Thursday, July 14, 2022

Cad

 When is a crime not a crime? Well, if TV and movies have taught me anything, it's not a crime when it is perpetrated by very good looking people. This is why George Clooney and Brad Pitt were able to rob all those casinos. If they had put craggy old Carl Reiner in charge, there's no way they would have gotten away with it. 

I figure this is why, when I imagine the bad people who swindled five thousand dollars out of my bank account, I picture ugly people with skin conditions and bad posture. Because my bank was able to reimburse me for being (momentarily) so dull as to give these ugly bad people access to my bank account, I have gone ahead and imagined that sometime shortly after that, the FBI broke down their door, handcuffed all those involved, and put them in a bad ugly place for a good long time. 

When we see crooks on TV that are good looking, they're almost always working to right some wrong, even though they are working on the wrong side of the law. Invariably, the cops that become in these schemes are dim and overwhelmed and never as good looking as the crook with the heart of gold. Which brings me to this firsts conclusion: Why not just fork over that heart of gold to pay for whatever injustice or malfeasance has occurred?

Back to Mister Clooney. As Danny Ocean, we meet him shortly after his release from prison, wearing the so-very-slightly-rumpled tuxedo which we infer he must have been wearing when he was tossed into the hoosegow. I rent tuxedos. And after I wear them, they get returned in a wad that I can only assume will need some sort of molecular level of cleaning and pressing in order to be worn by anyone ever again. This is why I have no plans to knock over the Bellagio anytime soon. 

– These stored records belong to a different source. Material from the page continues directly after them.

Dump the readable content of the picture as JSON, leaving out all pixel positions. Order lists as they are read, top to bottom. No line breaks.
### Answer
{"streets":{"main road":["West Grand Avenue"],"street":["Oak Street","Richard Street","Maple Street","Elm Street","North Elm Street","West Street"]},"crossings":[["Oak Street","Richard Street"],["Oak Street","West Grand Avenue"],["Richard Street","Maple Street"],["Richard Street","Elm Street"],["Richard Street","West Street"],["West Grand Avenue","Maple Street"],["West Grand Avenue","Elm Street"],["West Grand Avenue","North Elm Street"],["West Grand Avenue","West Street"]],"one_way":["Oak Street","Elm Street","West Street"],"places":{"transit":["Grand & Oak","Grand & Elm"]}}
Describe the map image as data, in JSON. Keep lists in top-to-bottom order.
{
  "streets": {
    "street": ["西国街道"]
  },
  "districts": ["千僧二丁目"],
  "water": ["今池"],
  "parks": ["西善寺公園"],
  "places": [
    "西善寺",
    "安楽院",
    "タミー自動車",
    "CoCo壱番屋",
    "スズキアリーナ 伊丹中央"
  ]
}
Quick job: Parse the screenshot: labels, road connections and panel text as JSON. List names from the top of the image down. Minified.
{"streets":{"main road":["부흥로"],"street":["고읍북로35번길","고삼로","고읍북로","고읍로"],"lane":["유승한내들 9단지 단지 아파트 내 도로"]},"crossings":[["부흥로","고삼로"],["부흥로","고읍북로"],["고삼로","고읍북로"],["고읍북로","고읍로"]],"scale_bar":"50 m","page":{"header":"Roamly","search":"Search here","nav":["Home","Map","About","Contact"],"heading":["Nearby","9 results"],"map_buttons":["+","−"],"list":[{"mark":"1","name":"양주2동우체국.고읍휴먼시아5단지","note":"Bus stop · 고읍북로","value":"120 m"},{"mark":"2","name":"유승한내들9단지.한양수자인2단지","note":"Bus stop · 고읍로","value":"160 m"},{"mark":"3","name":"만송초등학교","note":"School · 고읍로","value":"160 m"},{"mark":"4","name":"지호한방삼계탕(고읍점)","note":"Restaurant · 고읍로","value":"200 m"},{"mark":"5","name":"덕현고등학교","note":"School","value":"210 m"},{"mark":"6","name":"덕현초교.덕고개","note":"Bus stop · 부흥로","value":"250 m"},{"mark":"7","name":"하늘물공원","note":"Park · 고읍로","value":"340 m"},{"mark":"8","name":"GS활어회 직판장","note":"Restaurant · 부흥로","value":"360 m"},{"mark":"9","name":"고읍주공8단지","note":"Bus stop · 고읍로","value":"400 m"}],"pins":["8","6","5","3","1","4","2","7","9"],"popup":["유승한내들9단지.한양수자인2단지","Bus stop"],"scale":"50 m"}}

Oh - and because that would be stealing. I understand that Andy Garcia's character, the not-nearly-as-good-looking-but-still-on-the-spectrum Terry Benedict, deserves to have all that money taken away from him because he was dating Julia Roberts while Mister Clooney/Ocean was in prison. But there's some inferred Robin Hood business going on here. Somehow these merry men are going to take from the rich and give to the fund that keeps them in fake passports and Chinese acrobats. Those schlubs who invested in the casino may or may not get reimbursed, and Terry Benedict can always pull the protective sheet of bankruptcy over his head, but you can be sure that there will be plenty of blackjack dealers, floor security and cocktail waitresses who got laid off as a result of this feel-good caper. 

None of whom were nearly as good looking as Brad Pitt or the always appealing and easy on the eyes George Clooney. Looking that good ought to be a crime. 

1 comment:

Kristen Caven said...

Making me go google "good looking gangsters." Hmm... seems to be a value of theirs... I mean, why would they want our money? For fancy suits and haircuts, probably. And sunglasses.